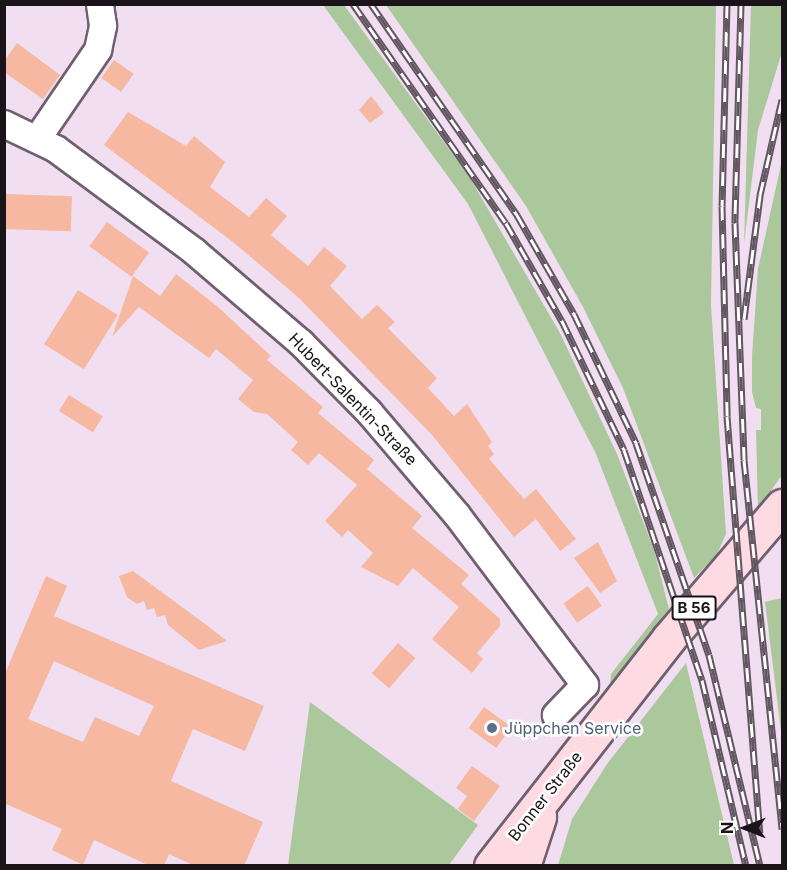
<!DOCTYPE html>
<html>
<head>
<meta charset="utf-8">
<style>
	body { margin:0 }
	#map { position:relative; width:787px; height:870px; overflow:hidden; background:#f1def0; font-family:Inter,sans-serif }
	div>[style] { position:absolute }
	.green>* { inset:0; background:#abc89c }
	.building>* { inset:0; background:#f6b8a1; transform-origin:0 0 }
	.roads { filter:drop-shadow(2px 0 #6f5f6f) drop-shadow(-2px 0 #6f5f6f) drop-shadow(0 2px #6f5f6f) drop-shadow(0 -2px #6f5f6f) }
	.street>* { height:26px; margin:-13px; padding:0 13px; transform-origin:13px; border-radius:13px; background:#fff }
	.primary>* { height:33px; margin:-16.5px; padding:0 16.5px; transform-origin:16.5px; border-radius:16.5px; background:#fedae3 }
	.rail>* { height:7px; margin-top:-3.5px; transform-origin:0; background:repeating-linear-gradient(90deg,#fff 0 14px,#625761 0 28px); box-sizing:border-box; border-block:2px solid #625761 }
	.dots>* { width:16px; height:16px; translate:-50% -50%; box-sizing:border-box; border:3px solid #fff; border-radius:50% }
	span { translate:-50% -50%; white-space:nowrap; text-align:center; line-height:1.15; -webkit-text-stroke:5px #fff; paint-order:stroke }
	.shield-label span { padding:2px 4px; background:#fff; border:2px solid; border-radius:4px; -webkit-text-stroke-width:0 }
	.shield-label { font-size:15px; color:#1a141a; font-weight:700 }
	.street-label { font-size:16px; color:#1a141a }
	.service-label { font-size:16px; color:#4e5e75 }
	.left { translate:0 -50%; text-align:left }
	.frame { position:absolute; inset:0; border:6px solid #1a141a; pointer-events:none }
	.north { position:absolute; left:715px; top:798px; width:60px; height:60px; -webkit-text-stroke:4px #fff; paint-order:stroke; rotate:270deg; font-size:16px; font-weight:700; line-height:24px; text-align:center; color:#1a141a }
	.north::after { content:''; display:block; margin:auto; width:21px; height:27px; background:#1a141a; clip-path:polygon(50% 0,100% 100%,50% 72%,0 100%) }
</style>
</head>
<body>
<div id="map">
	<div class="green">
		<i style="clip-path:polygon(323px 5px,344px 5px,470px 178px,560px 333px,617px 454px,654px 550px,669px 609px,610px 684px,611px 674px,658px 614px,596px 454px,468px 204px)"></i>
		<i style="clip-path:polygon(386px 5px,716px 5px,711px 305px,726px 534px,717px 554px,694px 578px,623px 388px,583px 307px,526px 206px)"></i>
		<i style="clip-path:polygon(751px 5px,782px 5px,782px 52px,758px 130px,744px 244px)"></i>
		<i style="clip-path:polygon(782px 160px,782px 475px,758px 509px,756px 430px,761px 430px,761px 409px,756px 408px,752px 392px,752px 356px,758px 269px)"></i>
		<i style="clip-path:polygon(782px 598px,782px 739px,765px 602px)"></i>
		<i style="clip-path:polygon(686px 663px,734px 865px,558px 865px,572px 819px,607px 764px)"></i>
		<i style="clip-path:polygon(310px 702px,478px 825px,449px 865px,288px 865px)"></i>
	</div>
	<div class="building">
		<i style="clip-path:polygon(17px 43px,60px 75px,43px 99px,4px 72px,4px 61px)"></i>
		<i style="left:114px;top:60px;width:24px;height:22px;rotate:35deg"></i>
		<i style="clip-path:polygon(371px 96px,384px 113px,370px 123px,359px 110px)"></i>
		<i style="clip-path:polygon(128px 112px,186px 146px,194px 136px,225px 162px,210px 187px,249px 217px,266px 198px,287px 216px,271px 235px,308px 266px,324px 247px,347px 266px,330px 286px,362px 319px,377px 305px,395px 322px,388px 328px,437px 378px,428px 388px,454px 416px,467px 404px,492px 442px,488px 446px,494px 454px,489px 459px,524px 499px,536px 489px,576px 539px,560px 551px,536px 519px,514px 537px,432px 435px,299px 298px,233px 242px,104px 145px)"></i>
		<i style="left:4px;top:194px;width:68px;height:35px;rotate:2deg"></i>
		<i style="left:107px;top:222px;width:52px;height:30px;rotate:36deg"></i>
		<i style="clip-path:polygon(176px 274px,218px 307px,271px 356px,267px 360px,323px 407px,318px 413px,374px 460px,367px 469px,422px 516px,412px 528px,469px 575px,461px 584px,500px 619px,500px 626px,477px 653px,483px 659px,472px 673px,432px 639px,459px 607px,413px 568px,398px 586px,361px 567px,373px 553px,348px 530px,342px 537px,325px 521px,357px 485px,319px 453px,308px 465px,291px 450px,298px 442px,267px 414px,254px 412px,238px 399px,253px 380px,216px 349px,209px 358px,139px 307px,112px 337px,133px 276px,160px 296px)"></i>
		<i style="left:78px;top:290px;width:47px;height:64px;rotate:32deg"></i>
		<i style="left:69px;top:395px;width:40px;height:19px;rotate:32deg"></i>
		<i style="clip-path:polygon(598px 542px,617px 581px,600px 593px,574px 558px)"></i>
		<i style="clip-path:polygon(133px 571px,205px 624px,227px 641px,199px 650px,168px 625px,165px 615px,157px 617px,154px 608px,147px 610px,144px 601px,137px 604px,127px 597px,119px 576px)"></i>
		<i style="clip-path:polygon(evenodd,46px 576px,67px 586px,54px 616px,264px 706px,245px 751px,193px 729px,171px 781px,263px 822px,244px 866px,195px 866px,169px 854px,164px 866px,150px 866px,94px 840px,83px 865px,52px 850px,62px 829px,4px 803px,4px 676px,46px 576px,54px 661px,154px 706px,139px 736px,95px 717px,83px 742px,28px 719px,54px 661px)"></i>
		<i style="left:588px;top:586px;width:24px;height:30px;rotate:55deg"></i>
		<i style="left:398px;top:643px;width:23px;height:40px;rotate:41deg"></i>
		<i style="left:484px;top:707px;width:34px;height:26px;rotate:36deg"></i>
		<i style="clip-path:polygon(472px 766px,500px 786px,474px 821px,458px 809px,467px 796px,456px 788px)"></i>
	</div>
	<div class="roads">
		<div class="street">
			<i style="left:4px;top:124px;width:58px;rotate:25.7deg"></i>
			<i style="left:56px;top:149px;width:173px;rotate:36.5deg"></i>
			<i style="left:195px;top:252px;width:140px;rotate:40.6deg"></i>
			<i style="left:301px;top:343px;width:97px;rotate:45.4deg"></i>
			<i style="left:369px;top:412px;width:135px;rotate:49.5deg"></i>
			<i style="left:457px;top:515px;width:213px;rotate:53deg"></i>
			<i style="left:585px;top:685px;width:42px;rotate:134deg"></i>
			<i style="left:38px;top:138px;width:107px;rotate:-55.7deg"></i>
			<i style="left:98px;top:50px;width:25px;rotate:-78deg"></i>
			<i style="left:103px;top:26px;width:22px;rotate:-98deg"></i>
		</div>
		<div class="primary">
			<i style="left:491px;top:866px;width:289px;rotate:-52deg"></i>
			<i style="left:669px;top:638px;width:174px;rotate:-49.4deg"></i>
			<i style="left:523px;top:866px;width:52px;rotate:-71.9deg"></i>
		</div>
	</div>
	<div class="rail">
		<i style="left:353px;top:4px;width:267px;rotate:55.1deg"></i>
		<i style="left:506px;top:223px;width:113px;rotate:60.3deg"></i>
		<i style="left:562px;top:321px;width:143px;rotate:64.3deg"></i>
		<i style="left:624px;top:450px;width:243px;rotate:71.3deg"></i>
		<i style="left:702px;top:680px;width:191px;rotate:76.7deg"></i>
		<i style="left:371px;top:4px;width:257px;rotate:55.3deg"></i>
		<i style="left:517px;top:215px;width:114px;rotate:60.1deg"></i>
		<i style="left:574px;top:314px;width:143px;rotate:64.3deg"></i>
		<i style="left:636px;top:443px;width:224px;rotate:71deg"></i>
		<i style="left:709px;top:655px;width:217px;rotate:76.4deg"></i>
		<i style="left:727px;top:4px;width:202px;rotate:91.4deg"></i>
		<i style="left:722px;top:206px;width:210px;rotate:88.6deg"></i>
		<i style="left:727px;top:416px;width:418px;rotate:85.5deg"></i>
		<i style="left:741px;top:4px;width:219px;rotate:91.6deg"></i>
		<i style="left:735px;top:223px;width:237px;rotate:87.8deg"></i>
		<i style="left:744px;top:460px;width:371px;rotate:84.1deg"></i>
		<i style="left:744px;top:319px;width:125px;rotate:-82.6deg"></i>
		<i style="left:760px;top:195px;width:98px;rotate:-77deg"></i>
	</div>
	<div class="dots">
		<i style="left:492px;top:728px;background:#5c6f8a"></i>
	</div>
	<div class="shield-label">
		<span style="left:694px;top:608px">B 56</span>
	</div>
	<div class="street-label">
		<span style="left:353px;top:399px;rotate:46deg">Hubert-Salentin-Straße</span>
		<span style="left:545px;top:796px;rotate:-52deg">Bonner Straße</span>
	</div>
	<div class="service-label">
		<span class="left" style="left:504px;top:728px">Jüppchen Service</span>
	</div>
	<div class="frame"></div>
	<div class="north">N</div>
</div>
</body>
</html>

· · · · ·

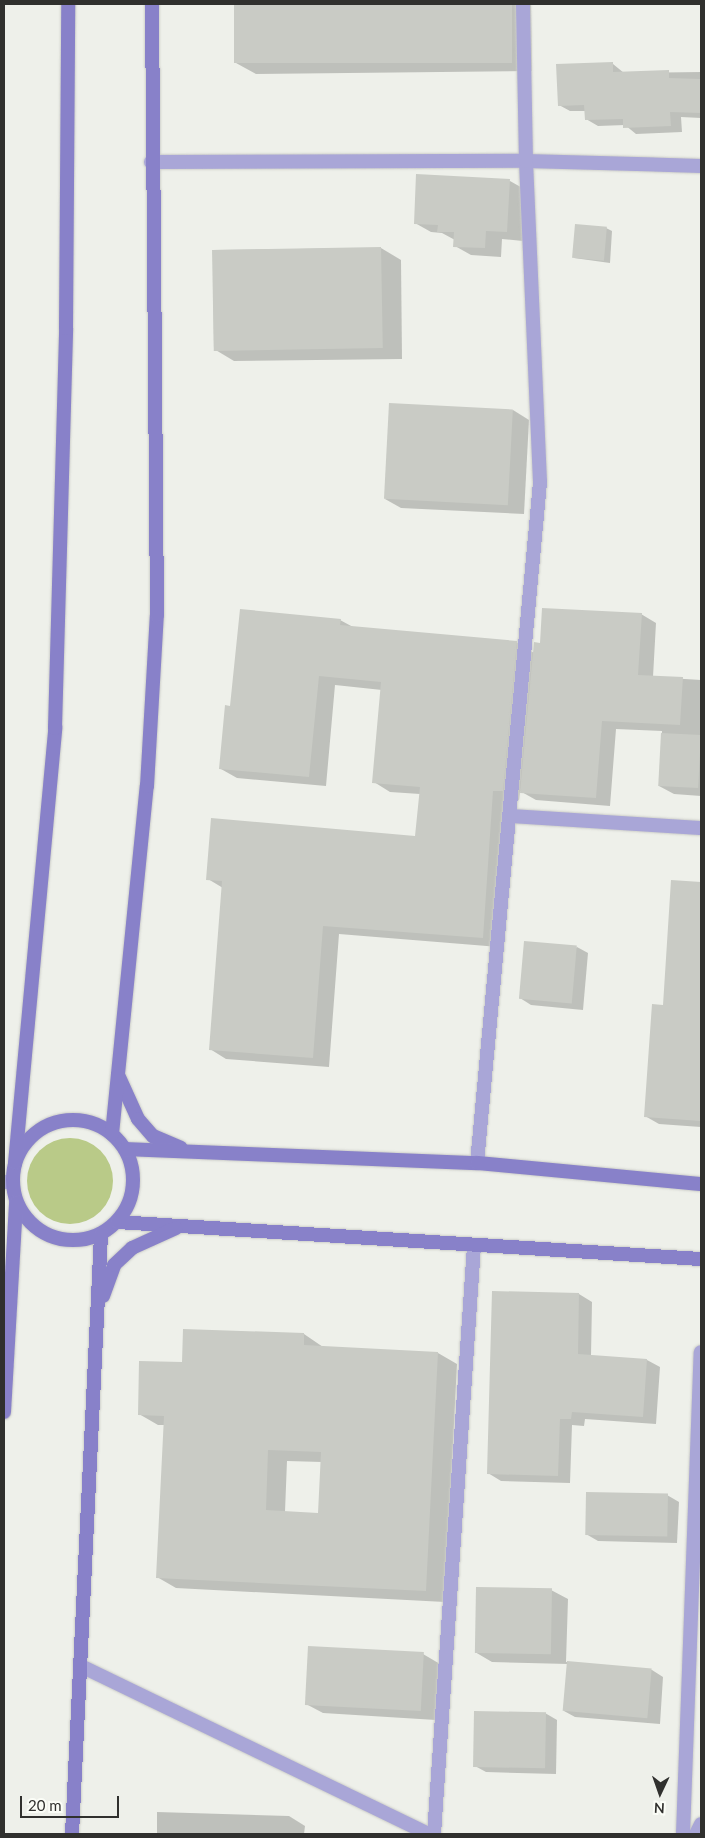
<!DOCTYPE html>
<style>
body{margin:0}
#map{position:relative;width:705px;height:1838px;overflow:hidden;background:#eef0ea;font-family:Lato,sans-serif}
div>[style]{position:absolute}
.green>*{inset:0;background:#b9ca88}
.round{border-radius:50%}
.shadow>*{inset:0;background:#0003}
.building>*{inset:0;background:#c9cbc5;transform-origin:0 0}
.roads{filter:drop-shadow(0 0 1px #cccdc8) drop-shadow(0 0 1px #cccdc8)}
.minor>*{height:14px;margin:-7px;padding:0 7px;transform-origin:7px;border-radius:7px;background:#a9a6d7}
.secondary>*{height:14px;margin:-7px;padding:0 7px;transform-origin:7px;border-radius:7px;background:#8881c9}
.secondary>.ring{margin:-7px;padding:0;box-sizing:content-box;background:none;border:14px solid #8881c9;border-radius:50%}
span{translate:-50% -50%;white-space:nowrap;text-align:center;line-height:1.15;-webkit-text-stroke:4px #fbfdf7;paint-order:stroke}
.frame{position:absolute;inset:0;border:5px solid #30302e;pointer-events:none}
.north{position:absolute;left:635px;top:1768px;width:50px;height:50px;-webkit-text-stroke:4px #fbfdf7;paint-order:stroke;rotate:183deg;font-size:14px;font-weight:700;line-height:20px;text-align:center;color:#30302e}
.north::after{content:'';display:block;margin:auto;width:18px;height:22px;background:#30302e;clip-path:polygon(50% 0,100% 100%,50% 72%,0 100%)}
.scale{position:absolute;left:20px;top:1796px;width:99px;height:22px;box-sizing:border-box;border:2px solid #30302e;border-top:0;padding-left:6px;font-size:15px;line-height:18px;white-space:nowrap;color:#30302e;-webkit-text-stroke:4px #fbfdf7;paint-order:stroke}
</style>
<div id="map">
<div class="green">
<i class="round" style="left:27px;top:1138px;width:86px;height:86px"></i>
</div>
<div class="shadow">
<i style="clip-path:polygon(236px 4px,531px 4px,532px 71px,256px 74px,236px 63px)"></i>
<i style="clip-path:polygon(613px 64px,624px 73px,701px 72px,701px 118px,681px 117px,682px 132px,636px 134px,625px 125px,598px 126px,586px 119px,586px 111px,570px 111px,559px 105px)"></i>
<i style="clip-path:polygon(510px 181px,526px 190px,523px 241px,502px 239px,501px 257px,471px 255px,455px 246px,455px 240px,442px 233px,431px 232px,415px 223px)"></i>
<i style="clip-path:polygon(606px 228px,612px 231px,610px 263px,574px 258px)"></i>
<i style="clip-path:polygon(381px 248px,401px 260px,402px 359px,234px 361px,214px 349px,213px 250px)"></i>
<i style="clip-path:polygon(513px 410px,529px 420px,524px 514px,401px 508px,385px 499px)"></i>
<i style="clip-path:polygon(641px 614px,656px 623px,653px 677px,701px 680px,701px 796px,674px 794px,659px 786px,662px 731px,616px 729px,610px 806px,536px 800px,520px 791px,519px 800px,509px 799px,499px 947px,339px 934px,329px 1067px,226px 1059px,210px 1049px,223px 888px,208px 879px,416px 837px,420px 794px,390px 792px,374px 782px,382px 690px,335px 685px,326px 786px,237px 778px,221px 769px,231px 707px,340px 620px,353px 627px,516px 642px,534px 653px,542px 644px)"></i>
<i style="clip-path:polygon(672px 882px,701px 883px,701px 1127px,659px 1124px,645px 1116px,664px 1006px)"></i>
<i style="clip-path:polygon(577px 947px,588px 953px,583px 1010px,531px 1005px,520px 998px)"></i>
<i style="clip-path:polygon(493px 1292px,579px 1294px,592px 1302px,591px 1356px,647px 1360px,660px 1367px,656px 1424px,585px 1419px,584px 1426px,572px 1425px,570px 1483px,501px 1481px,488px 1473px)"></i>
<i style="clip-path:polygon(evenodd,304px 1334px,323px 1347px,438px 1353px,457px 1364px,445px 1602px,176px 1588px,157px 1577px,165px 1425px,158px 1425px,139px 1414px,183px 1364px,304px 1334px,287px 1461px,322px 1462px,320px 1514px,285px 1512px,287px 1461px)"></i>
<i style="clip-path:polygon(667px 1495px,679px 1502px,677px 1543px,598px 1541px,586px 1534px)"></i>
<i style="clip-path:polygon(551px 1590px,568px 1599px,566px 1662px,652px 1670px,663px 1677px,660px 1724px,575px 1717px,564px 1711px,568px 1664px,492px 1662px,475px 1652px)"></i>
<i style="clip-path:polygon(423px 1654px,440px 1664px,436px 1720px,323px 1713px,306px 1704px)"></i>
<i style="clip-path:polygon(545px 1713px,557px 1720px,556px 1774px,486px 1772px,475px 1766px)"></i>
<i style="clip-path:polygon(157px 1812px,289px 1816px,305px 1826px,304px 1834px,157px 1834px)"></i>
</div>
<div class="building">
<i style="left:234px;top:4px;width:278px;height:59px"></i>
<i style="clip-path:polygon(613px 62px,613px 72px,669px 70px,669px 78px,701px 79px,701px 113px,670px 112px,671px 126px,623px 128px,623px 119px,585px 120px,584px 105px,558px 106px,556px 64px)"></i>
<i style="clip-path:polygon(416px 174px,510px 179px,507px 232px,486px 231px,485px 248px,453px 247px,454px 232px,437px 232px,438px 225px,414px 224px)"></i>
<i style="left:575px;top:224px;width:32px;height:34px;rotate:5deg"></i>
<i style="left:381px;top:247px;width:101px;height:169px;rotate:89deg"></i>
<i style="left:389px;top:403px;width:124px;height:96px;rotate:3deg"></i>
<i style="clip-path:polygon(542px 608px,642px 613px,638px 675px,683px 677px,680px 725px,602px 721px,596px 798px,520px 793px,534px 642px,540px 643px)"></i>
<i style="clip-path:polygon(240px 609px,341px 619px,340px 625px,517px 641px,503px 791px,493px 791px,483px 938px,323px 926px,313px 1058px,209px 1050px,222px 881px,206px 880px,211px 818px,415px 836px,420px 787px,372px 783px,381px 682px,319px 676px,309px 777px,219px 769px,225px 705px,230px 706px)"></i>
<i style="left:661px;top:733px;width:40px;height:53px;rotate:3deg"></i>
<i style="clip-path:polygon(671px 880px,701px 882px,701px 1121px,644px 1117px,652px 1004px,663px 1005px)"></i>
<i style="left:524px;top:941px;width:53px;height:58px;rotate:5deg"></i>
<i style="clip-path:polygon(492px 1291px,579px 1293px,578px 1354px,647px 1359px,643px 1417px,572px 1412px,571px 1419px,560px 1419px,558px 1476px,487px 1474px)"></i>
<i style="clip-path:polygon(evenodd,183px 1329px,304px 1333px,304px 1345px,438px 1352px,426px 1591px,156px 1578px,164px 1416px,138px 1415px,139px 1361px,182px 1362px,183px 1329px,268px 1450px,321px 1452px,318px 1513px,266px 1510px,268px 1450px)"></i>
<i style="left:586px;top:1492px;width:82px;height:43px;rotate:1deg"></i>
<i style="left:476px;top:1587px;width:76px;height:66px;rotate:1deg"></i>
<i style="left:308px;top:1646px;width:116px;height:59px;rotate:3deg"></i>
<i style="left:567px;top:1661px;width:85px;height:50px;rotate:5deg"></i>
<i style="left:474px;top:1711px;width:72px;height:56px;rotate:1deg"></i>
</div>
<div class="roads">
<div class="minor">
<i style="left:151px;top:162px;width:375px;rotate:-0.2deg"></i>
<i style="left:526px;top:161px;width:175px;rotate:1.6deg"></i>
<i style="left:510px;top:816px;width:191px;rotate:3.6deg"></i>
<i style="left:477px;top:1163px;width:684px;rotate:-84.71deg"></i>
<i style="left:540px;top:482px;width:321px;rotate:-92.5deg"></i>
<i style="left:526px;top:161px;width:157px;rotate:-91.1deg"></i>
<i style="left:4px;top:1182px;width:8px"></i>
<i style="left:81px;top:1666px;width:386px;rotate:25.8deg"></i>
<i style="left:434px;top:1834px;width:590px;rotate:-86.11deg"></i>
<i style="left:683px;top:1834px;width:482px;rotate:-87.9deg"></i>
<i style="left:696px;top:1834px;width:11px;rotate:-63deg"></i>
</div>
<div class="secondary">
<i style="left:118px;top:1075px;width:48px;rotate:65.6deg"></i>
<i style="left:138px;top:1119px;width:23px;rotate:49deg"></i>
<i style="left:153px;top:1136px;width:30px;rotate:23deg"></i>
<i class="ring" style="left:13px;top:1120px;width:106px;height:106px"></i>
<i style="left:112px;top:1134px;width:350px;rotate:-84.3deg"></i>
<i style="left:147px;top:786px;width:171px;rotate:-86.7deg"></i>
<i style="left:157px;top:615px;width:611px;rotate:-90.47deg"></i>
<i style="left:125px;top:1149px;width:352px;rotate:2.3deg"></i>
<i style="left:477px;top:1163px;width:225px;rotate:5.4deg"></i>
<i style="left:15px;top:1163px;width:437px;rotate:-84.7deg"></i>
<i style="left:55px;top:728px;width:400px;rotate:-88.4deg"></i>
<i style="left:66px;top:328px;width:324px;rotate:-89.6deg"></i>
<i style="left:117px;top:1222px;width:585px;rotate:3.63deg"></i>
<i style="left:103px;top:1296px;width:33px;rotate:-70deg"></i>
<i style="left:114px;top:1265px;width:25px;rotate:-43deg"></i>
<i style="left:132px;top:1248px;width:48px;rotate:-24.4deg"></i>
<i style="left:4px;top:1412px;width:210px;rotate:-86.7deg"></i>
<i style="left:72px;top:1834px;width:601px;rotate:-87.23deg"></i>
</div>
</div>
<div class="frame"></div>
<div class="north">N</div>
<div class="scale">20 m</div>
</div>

· · · · ·

If a line of the data contains "sans", copy it out.

	#map { position:relative; width:787px; height:870px; overflow:hidden; background:#f1def0; font-family:Inter,sans-serif }
#map{position:relative;width:705px;height:1838px;overflow:hidden;background:#eef0ea;font-family:Lato,sans-serif}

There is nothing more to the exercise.